Virginia Gov. Terry McAuliffe is aiming to add congressional seats with a plan to overhaul districts across the commonwealth.
The flamboyant Democrat presented his proposal to a panel of federal judges working to redraw the lines of Virginia's 3rd Congressional District.
Under McAuliffe's proposal, Rep. Bobby Scott's 3rd District, which currently straddles the James River, would shift to Hampton Roads, giving it an electorate that is slightly more than 41 percent African-American. That's down from the current 56 percent.
The 3rd District was created in 1992 as a majority-minority seat, and Democrat Scott has held it ever since.
At the same time, an adjacent district centered around Richmond would pick up a larger percentage of African-American voters - enough, given voting patterns, to deliver at least one more dependable seat to the Democrats, McAuliffe hopes.
The nearby 4th, 5th and 7th congressional districts are all currently held by Republicans. The lines off all these districts would shift under McAuliffe's plan.
University of Richmond political science professor Dan Palazzolo told AMI Newswire the panel's experts will likely use a June opinion from the Federal Fourth Circuit Court of Appeals "as a guideline" to focus on the 3rd and the districts surrounding it.
That ruling said the current districting violated the equal protection clause of the 14th Amendment by clustering black votes in the 3rd District.
Palazzolo noted that McAuliffe's push for a second majority-minority district is not new. "[It] came up in the first iteration of redistricting after the 2010 census," he said.

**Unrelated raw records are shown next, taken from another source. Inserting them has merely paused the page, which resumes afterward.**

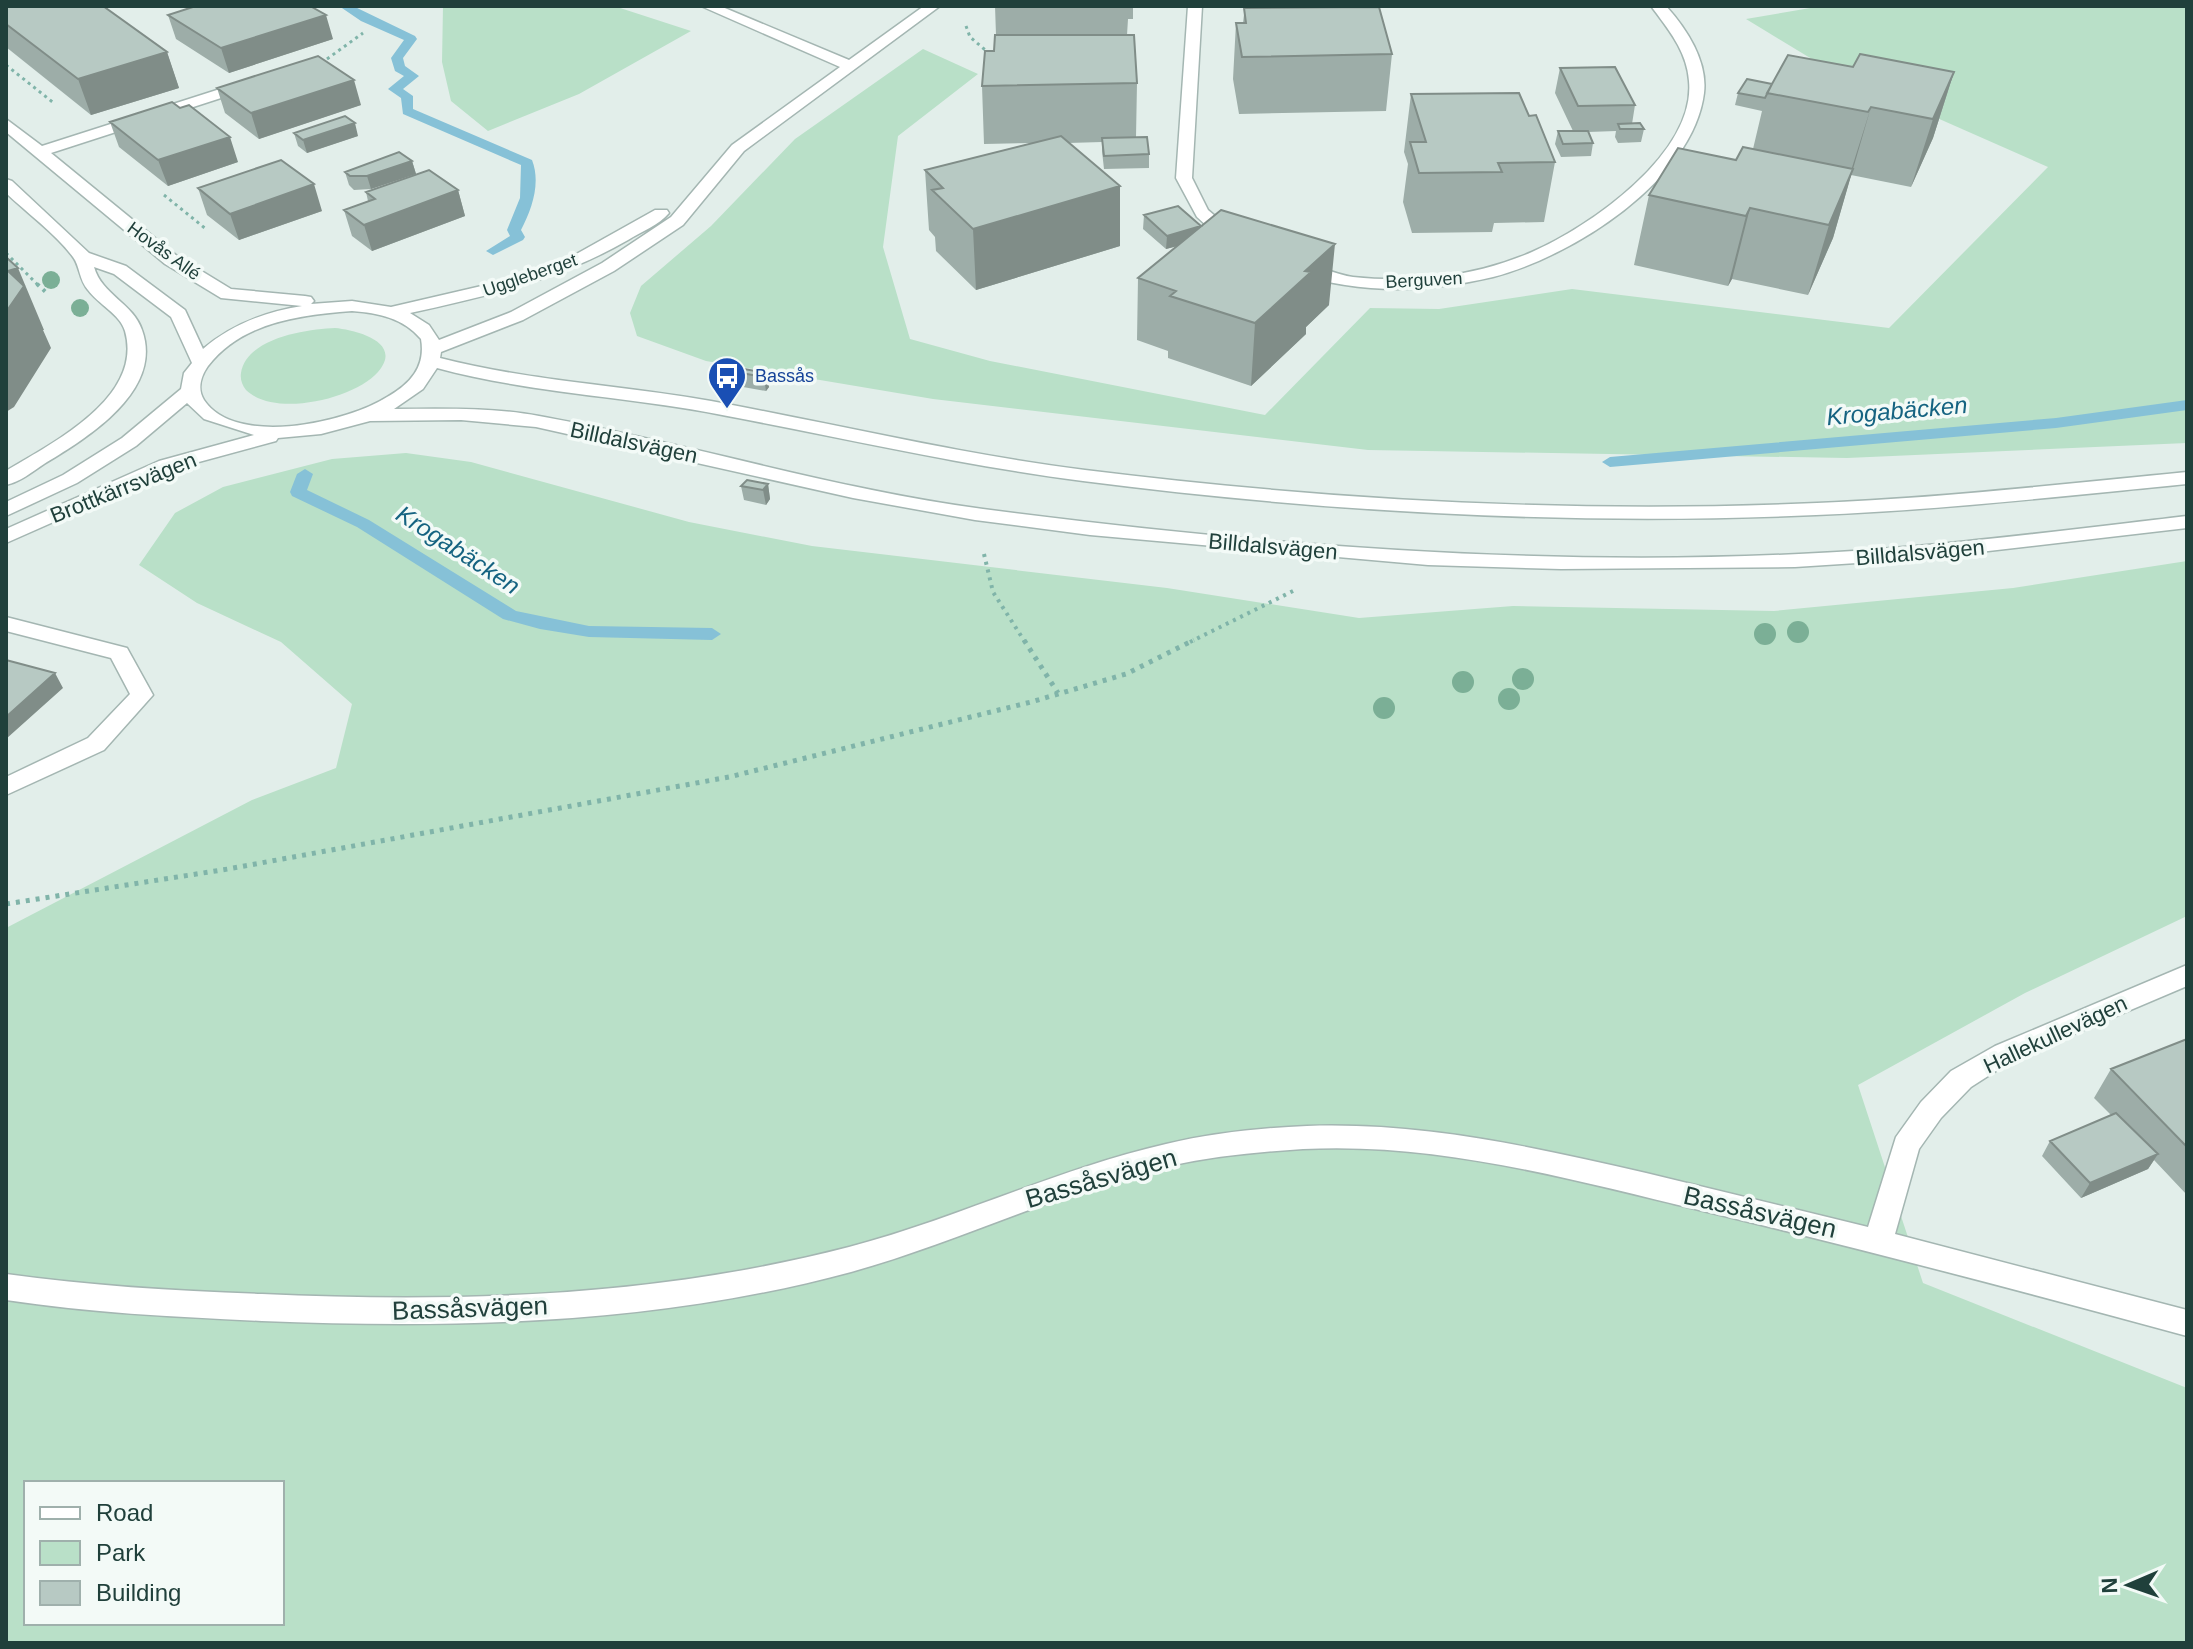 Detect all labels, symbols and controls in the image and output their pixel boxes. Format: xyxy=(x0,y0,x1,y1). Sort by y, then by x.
street label: Hovås Allé xyxy=(124,218,204,284)
street label: Uggleberget xyxy=(480,250,580,300)
street label: Berguven xyxy=(1385,268,1463,292)
bus stop icon: Bassås xyxy=(706,355,748,410)
place label: Bassås xyxy=(755,366,814,386)
water label: Krogabäcken xyxy=(1825,391,1969,430)
street label: Billdalsvägen xyxy=(568,417,700,468)
street label: Brottkärrsvägen xyxy=(47,447,200,528)
water label: Krogabäcken xyxy=(392,500,525,599)
street label: Billdalsvägen xyxy=(1207,528,1339,565)
street label: Billdalsvägen xyxy=(1854,534,1986,571)
street label: Hallekullevägen xyxy=(1980,990,2131,1079)
street label: Bassåsvägen xyxy=(1022,1142,1180,1214)
street label: Bassåsvägen xyxy=(1681,1180,1839,1244)
street label: Bassåsvägen xyxy=(391,1290,549,1326)
legend xyxy=(24,1481,284,1625)
text: Road xyxy=(96,1499,153,1526)
text: Park xyxy=(96,1539,146,1566)
north arrow xyxy=(2089,1545,2169,1625)
text: N xyxy=(2097,1577,2122,1594)
text: Building xyxy=(96,1579,181,1606)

Palazzolo added, "It is conceivable to draft a plan with two such districts, but it will be harder for an African-American candidate to win as a first-time challenger in a newly drawn district with 40 percent African-American voting age population."
Even if the Court does not use McAuliffe's more ambitious redistricting plan, a redrawn 3rd will still have an effect on surrounding districts like the 2nd, represented by Republican Scott Rigell, and the 4th, represented by Republican Randy Forbes.
Palazzolo said neither Rigell nor Forbes has much to worry about.
"Both incumbent Republicans ran well ahead of President Obama," he told AMI Newswire. Obama won the 2nd by 4,700 votes and Rigell was re-elected by more than 23,000 votes. Meanwhile, Obama lost the 4th by 5,000, while Forbes won it by 49,000.
To beat either incumbent, Palazzolo said, Democrats will need more than new district lines. "Democrats will need to find high-quality challengers and Democrats will need to turn out at high levels," he said, "as they did in the 2012 presidential election."
Republicans currently have an 8-3 majority in Virginia's U.S. House delegation.